------ EXERCISE MATERIAL

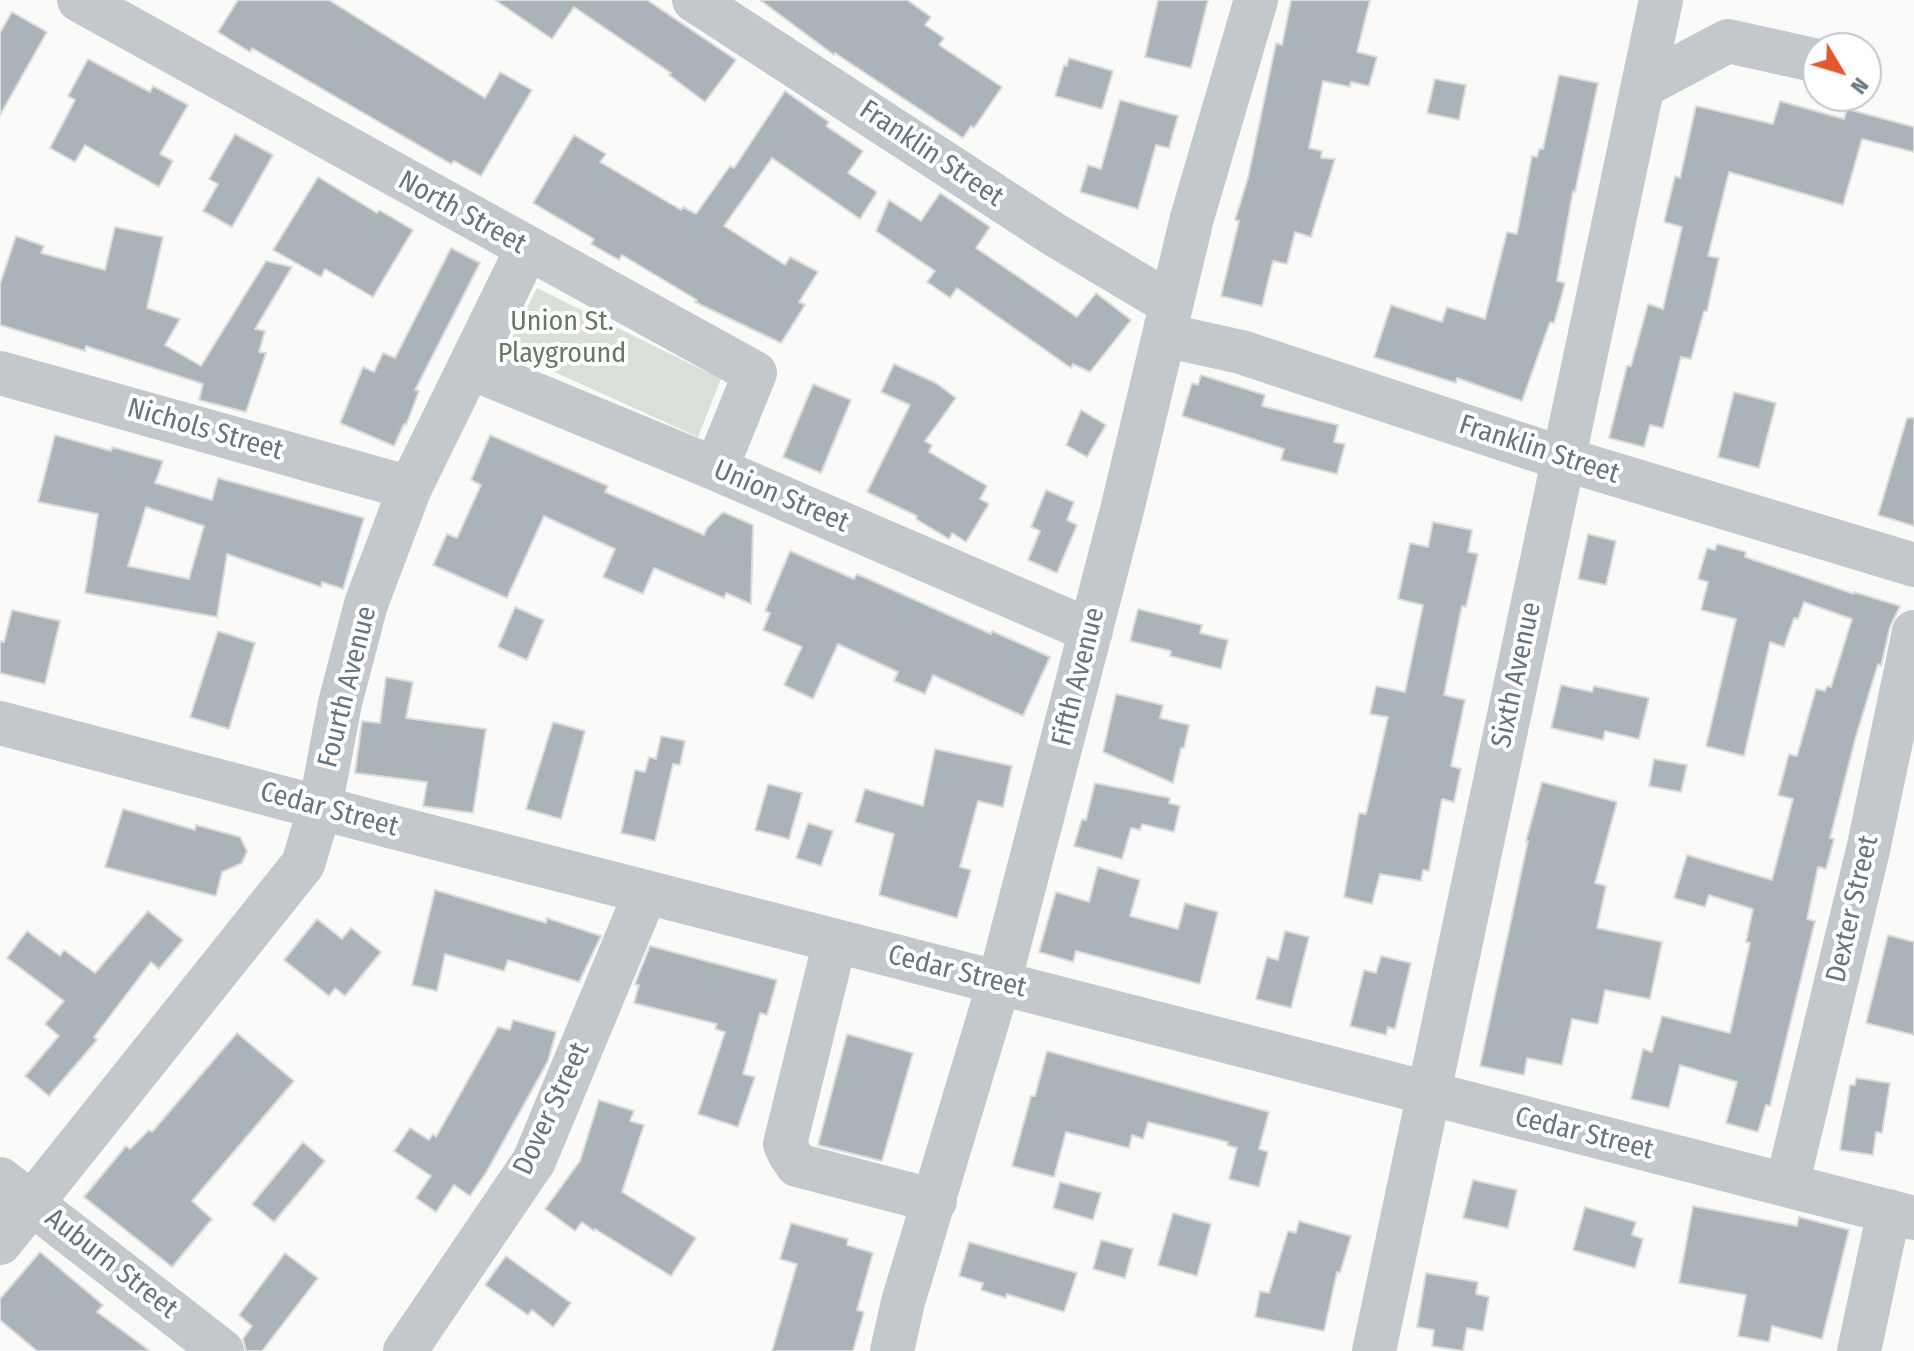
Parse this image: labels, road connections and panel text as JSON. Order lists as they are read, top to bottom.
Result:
{
  "streets": {
    "street": [
      "Franklin Street",
      "North Street",
      "Nichols Street",
      "Union Street",
      "Sixth Avenue",
      "Fifth Avenue",
      "Fourth Avenue",
      "Cedar Street",
      "Dexter Street",
      "Dover Street",
      "Auburn Street"
    ]
  },
  "crossings": [
    ["Franklin Street", "Sixth Avenue"],
    ["Franklin Street", "Fifth Avenue"],
    ["North Street", "Union Street"],
    ["North Street", "Fourth Avenue"],
    ["Nichols Street", "Fourth Avenue"],
    ["Union Street", "Fifth Avenue"],
    ["Union Street", "Fourth Avenue"],
    ["Sixth Avenue", "Cedar Street"],
    ["Fifth Avenue", "Cedar Street"],
    ["Fourth Avenue", "Cedar Street"],
    ["Fourth Avenue", "Auburn Street"],
    ["Cedar Street", "Dexter Street"],
    ["Cedar Street", "Dover Street"]
  ],
  "parks": ["Union St. Playground"],
  "north": "bottom right"
}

------------

TASK DETAILS
Could you print all the entries exactly as they stand, with the pictures left out?

RESPONSE TO THE TASK
Parse this image: labels, road connections and panel text as JSON. Order lists as they are read, top to bottom.
Result:
{
  "streets": {
    "street": [
      "Franklin Street",
      "North Street",
      "Nichols Street",
      "Union Street",
      "Sixth Avenue",
      "Fifth Avenue",
      "Fourth Avenue",
      "Cedar Street",
      "Dexter Street",
      "Dover Street",
      "Auburn Street"
    ]
  },
  "crossings": [
    ["Franklin Street", "Sixth Avenue"],
    ["Franklin Street", "Fifth Avenue"],
    ["North Street", "Union Street"],
    ["North Street", "Fourth Avenue"],
    ["Nichols Street", "Fourth Avenue"],
    ["Union Street", "Fifth Avenue"],
    ["Union Street", "Fourth Avenue"],
    ["Sixth Avenue", "Cedar Street"],
    ["Fifth Avenue", "Cedar Street"],
    ["Fourth Avenue", "Cedar Street"],
    ["Fourth Avenue", "Auburn Street"],
    ["Cedar Street", "Dexter Street"],
    ["Cedar Street", "Dover Street"]
  ],
  "parks": ["Union St. Playground"],
  "north": "bottom right"
}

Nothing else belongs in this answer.